If space lives up to even a fraction of its potential over the next ~10-20 years then robotics is going to grow astronomically as a field. More generally I have not found software to be a longterm satisfying career - the compensation, freedom, and potential are all excellent. You are well compensated, can work from anywhere*, and a single successful side project (don't sign away your rights to code you write outside of work) always has the possibility to blow up into something worth billions - this is really unlike any other "normal" career. But I think there's a reason that there's a growing sect of people leaving to do everything from farming, woodwork, and even welding. Building even simple things in the real world is somehow so much more satisfying.
If I had it to do over again I'd pick a field where software complements something done in the real world - robotics, astronomy, aerospace, etc.
Having done work in hardware and software, I'm somewhat in agreement, but I'll also counterpoint.
Building software is a fast development cycle. Find bug, fix bug, compile, release, improve. Things can be done in hours or days.
Building hardware is a slow development cycle. If I think of a new feature it might take a month just to get a prototype board designed, made, populated etc. The results are cool, but the feedback cycle is slow.

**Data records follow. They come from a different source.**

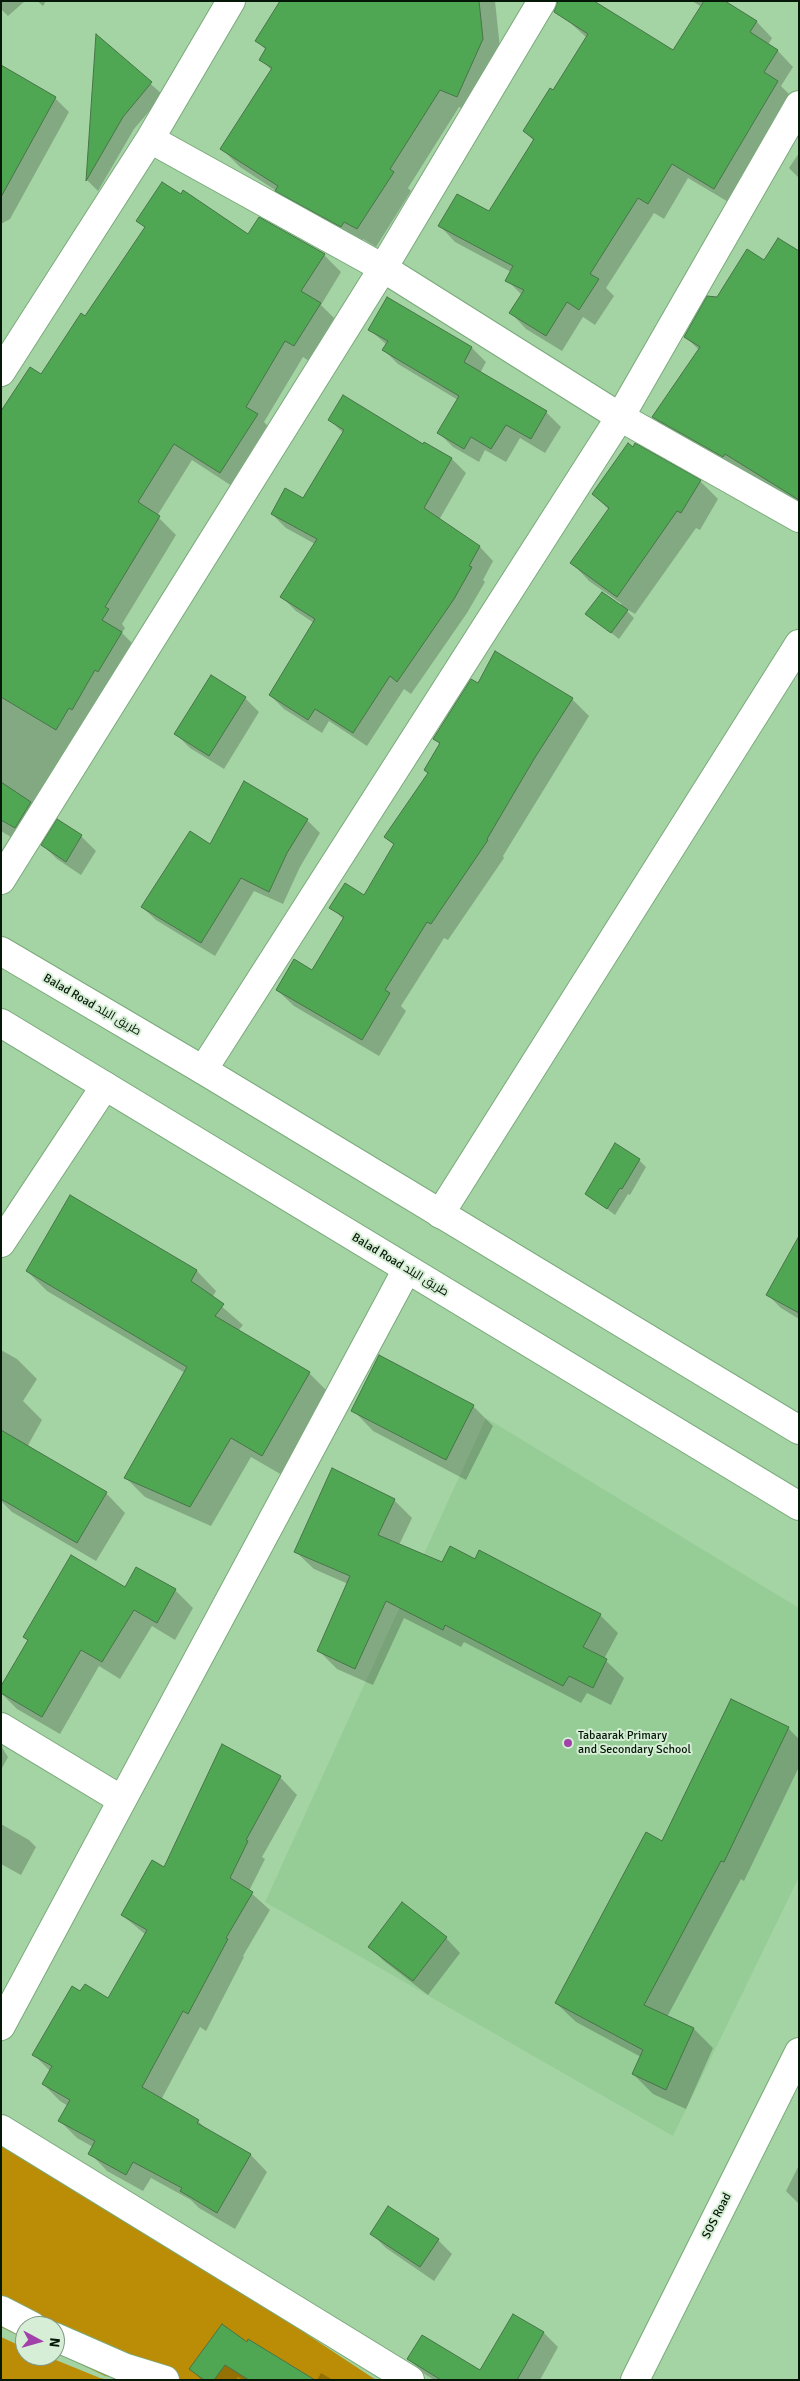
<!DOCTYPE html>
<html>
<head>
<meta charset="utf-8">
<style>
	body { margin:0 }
	#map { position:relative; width:800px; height:2381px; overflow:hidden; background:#a4d4a4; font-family:Signika,sans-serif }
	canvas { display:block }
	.frame { position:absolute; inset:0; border:2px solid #061807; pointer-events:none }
	.north { position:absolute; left:15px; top:2316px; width:50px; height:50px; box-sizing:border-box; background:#d5eed5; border:1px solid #829883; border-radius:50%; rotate:96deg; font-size:14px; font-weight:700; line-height:20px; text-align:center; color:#061807 }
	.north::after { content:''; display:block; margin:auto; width:18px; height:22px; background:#a141a9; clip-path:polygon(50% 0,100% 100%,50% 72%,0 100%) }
</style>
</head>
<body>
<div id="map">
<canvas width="800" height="2381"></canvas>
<div class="frame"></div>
<div class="north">N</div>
</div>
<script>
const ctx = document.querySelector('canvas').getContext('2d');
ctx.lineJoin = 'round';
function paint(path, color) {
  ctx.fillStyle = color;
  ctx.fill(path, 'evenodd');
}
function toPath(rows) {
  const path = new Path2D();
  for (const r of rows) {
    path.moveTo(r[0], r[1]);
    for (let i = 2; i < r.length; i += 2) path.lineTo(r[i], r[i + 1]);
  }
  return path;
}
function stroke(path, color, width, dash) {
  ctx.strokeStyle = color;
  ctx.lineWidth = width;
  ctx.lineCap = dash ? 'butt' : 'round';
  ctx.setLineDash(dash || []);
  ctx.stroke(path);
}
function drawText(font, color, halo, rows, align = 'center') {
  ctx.font = font + ' Signika,Cairo,sans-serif';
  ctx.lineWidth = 4;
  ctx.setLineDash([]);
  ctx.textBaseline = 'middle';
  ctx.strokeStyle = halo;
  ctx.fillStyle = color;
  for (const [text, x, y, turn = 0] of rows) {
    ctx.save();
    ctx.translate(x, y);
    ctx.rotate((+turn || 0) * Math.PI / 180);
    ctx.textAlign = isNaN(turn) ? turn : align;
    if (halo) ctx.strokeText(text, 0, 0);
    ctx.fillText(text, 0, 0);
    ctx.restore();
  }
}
paint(toPath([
	[486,1418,799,1608,799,1877,673,2136,265,1902]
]), '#96cc96');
paint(toPath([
	[1,2132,376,2380,129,2380,105,2376,55,2352,55,2326,25,2326,25,2339,1,2327],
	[1,2337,25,2348,25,2356,46,2356,100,2378,110,2380,1,2380]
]), '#bb8d07');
paint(toPath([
	[1,1,25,1,8,16,1,9],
	[37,1,46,1,43,6],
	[303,1,495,1,501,58,476,115,459,107,408,188,411,191,376,247,363,239,360,245,295,209,278,192,240,167,222,149,272,71,261,59,266,50,257,41],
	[692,1,722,1,757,22,772,38,768,45,778,51,793,67,781,86,793,98,730,203,688,178,664,219,654,213,606,288,614,296,595,325,583,317,562,351,526,329,511,313,522,295,507,280,511,272,455,242,440,226,490,213,534,141,524,131,553,91,587,38,565,18,673,52,702,7],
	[97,36,163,95,134,129,98,191,87,180],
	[25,81,55,98,69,112,10,219,1,224,1,124],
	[799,153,799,178,789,168],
	[138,221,249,236,324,255,341,272,321,305,337,321,312,363,303,357,264,422,274,433,238,490,192,460,157,516,176,535,122,624,125,628,122,633,139,650,19,842,1,831,1,546,42,376,86,317,145,228],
	[799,253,799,505,740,468,738,471,668,432,653,417,699,350,686,337,718,298,764,262],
	[387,298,472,348,486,362,480,373,546,412,561,427,545,453,520,438,506,462,485,450,479,462,453,447,439,433,458,400,398,364,384,350,387,345,370,330],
	[330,420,424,445,425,444,452,459,466,473,439,520,480,547,493,561,483,580,485,582,467,613,411,694,404,689,367,746,329,721,322,733,284,709,270,695,314,623,296,611,282,597,315,544,286,528,272,514,304,499,343,433],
	[700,481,718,499,700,530,696,528,635,614,623,607,634,618,619,639,587,614,622,604,589,581,572,563,609,510,594,494],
	[245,698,259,712,224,769,190,748,176,734],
	[572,699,589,716,503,856,504,858,448,940,444,938,401,1006,406,1011,379,1056,294,1006,277,990,312,971,344,920,331,907,364,897,394,845,386,837,429,774,440,745,435,739],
	[307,820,320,833,300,867,283,904,254,891,215,956,156,920,142,907,210,845],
	[58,821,81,836,96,851,81,875,57,859,43,845],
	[639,1160,646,1167,630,1195,628,1194,615,1215,586,1193],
	[71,1197,197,1271,216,1291,212,1298,243,1325,238,1331,309,1373,329,1393,282,1475,251,1457,211,1526,145,1497,125,1477,185,1373,47,1291,27,1271],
	[799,1269,799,1319,781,1308,767,1294],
	[1,1350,17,1359,37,1379,23,1401,42,1420,27,1447,106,1493,125,1513,96,1561,12,1512,1,1501],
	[473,1406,493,1426,466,1480,373,1431,353,1410],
	[394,1500,412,1518,399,1545,442,1564,475,1561,600,1615,618,1633,604,1659,624,1678,611,1705,587,1693,581,1703,464,1642,461,1647,404,1618,373,1685,337,1669,319,1651,348,1584,314,1569,296,1552],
	[125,1589,175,1590,193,1608,175,1640,152,1626,120,1679,99,1666,60,1734,17,1709,1,1693,29,1641,25,1637],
	[788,1728,799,1739,799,1767,744,1881,741,1879,667,2017,694,2029,713,2048,686,2109,653,2094,633,2074,641,2057,576,2022,556,2003,662,1842],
	[1,1746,8,1757,1,1770],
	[280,1777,297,1795,262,1857,265,1859,249,1891,270,1910,243,1956,244,1957,206,2031,200,2027,161,2100,198,2121,208,2131,250,2154,267,2172,235,2229,199,2208,191,2200,151,2178,143,2191,107,2171,90,2153,93,2147,77,2138,60,2121,68,2106,60,2101,43,2084,50,2071,34,2055,81,1993,109,1999,146,1935,122,1915,165,1868],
	[1,1824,29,1840,36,1847,21,1875,1,1864],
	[446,1938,460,1953,428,1995,384,1961,370,1947],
	[799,2165,799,2204,786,2191],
	[371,2233,438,2240,452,2254,434,2281,386,2248],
	[513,2316,544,2333,558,2347,540,2380,434,2380,423,2373,409,2359,481,2372],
	[247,2344,313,2380,243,2380,238,2377,236,2380,202,2380,191,2369],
	[321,2373,333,2380,317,2380]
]), '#0003');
const building = toPath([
	[280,1,479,1,483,39,457,97,440,90,390,169,394,172,357,229,344,222,341,227,275,191,278,186,220,149,272,68,259,60,266,48,255,41,280,1],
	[558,1,594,1,673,50,704,1,725,1,757,21,750,32,778,50,764,72,778,81,714,189,672,164,648,204,638,198,590,274,599,279,579,310,567,302,546,336,509,313,524,290,505,281,513,266,438,226,457,194,489,211,534,139,523,131,550,88,553,90,588,34,554,12,558,1],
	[96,34,152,82,123,117,86,181,96,34],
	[1,65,56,97,1,197,1,65],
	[162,182,181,194,183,190,248,234,259,217,325,254,301,291,321,303,294,346,285,341,246,407,258,414,220,473,174,444,138,502,160,516,105,607,109,609,102,620,122,632,98,672,95,670,72,710,69,708,56,730,1,697,1,411,30,367,41,374,81,313,85,316,145,227,136,221,162,182],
	[778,238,799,251,799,500,725,454,723,457,652,417,700,347,684,337,707,296,717,297,747,249,764,260,778,238],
	[387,297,472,347,464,362,547,411,531,439,506,425,491,449,471,437,464,449,437,433,459,396,382,350,388,341,368,330,387,297],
	[343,395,423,444,424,442,452,458,424,508,480,546,469,566,472,567,454,599,397,682,390,676,353,733,315,709,308,720,269,695,315,619,280,597,317,539,271,514,285,488,303,498,344,430,328,420,343,395],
	[628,443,633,447,635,443,701,480,681,513,677,511,617,597,570,563,609,508,592,494,628,443],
	[602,592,628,610,611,633,585,614,602,592],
	[495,651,573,698,534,759,487,839,488,840,431,924,427,922,385,990,390,993,362,1040,276,990,294,959,312,970,344,917,329,908,345,883,364,895,394,844,384,837,428,773,424,770,440,743,433,739,471,679,478,683,495,651],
	[211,675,246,697,209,756,174,734,211,675],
	[244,781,308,819,287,853,269,892,241,878,201,943,141,907,190,831,210,844,244,781],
	[1,782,31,802,15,828,1,820,1,782],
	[57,819,82,835,66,862,41,845,57,819],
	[615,1143,640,1159,622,1189,620,1188,607,1209,585,1194,615,1143],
	[70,1195,197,1270,191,1281,224,1304,215,1316,310,1372,262,1456,231,1438,190,1507,124,1478,187,1367,26,1271,70,1195],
	[799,1236,799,1313,766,1295,799,1236],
	[379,1355,474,1405,446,1460,351,1411,379,1355],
	[1,1430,107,1492,77,1543,1,1499,1,1430],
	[332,1468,395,1499,378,1535,442,1562,450,1546,475,1559,479,1550,601,1614,583,1647,607,1659,593,1688,569,1676,563,1686,445,1625,443,1630,386,1601,355,1669,317,1651,350,1576,294,1552,332,1468],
	[71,1555,125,1587,136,1567,176,1589,157,1623,134,1610,102,1662,81,1650,42,1717,1,1693,1,1686,28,1640,23,1637,71,1555],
	[731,1699,789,1727,724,1862,721,1861,644,2005,694,2028,666,2090,632,2074,643,2050,555,2003,646,1832,662,1841,731,1699],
	[222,1744,281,1776,246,1840,248,1841,230,1878,253,1892,226,1938,228,1939,188,2014,183,2011,142,2087,199,2120,197,2123,251,2154,217,2213,180,2191,182,2188,133,2162,126,2175,88,2154,95,2141,58,2121,70,2100,42,2084,52,2066,32,2055,72,1986,80,1991,85,1984,108,1998,147,1930,121,1915,152,1860,164,1867,222,1744],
	[402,1902,447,1937,413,1981,368,1947,402,1902],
	[388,2206,439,2239,420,2267,370,2234,388,2206],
	[513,2314,544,2332,517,2380,441,2380,407,2359,422,2335,480,2370,513,2314],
	[222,2324,247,2342,248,2339,315,2380,249,2380,225,2365,214,2380,204,2380,189,2369,222,2324]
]);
paint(building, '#4fa754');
stroke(building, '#487448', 1);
const street = toPath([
	[150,139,383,268,620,417,799,518],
	[1,372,150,139,231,1],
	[1,880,383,268,542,1],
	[203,1070,620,417,799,105],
	[440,1214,799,644],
	[1,1243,105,1086],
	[1,1727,122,1800],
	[1,2026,407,1269],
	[1,2129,410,2380],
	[1,2310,32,2326],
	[55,2337,126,2368,165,2380]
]);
const secondary = toPath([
	[635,2380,799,2052]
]);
const highway = toPath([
	[1,951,203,1070,799,1430],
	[1,1023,799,1506]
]);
stroke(street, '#7aa97b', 30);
stroke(secondary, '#7aa97b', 30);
stroke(highway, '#7aa97b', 30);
stroke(street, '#fff', 28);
stroke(secondary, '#fff', 28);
stroke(highway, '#fff', 28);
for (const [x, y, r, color] of [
	[568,1743,5,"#a141a9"]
]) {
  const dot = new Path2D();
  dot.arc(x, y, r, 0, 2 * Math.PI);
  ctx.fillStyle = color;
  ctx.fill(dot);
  stroke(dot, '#d5eed5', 2);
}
drawText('12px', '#061807', '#d5eed5', [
	["Balad Road طريق البلد",92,1005,30],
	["Balad Road طريق البلد",400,1265,31],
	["SOS Road",717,2216,-63]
]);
drawText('12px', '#061807', '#d5eed5', [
	["Tabaarak Primary",578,1736],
	["and Secondary School",578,1750]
], 'left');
</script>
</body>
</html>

For my personality, I prefer software. I can have an idea, play with it, realize it's rubbish, and discard it - all before lunch.
But people are different. So someone else might prefer the hardware cycle.
Ultimately my advice to the original question is that "it likely doesn't matter" and "you cant predict the future". Both paths lead somewhere, but you can't really "know" up front.
So choose the one that gets you out of bed faster. The one that excites you more. And in a couple years you'll be better placed to make the next decision.
I can back this up. I work as an FPGA engineer, which is very much an amalgam of software, "firmware" (RTL), and hardware. If I find a software bug or want to spin up something quickly on the HPS (on chip CPU) it might take me a few days - the reward cycle is really quick. Hardware issues on the other hand might take months if not a year+ to fix depending on complexity, meaning the design cycle is long. It might involve multiple board respins because something has been incorrectly connected, whole redesigns because there was a baked in bug on the chip that we need to workaround, or there's some really ethereal signal integrity issue that can come up when working with high speed interfaces that nobody can work out why its failling 1/4000 times. It's fulfilling, but really is a slog at times for a smaller reward financially for something that cost so much more (12 hour day crunch times I've found are way more common in hardware).
>But I think there's a reason that there's a growing sect of people leaving to do everything from farming, woodwork, and even welding
I think that's pretty much entirely because the compensation is good enough that a lot of people can retire by fourty even without having planned for it. Many people in other office jobs find them tedious or get fed up with office politics or whatever but can't reasonably just decide to start farming instead.
This is not true for the vast majority of software engineers. It probably only applies to 2% of the total SE workforce that got lucky to be at FAANG or FAANG adjacent companies during a certain time period.
That's for sure. I've had a lucky career where I feel like I've made above average compensation the entire time, but my upside is that I can maybe retire in my mid-50s rather than mid-60s. Which is about when (I fear) ageism would kick me out anyway.
Way more than 2% of software engineers in the us are earning at least two or three times the local median income and, barring lifestyle choices that prevent it, that's enough for very early retirement.
Great take on the potential of software career!
Could you please share any tips on how to not sign away right to have commercial side-projects?
Every employment contract I've seen recently seems to claim IP really broadly, e.g. "everything created in the course of employment belongs to you employer". The better the job otherwise, the harder this seems to fight. I have just recently quit a job just so I could work on a "side-project" but would be nice to have an income.
Definitely check with a lawyer because the exact meanings are not intuitive. For instance that phrasing you gave (within the scope/course of employment) is typical, and would generally not apply to unrelated projects you did outside of work, but it's obviously not something to just assume - one way, or the other.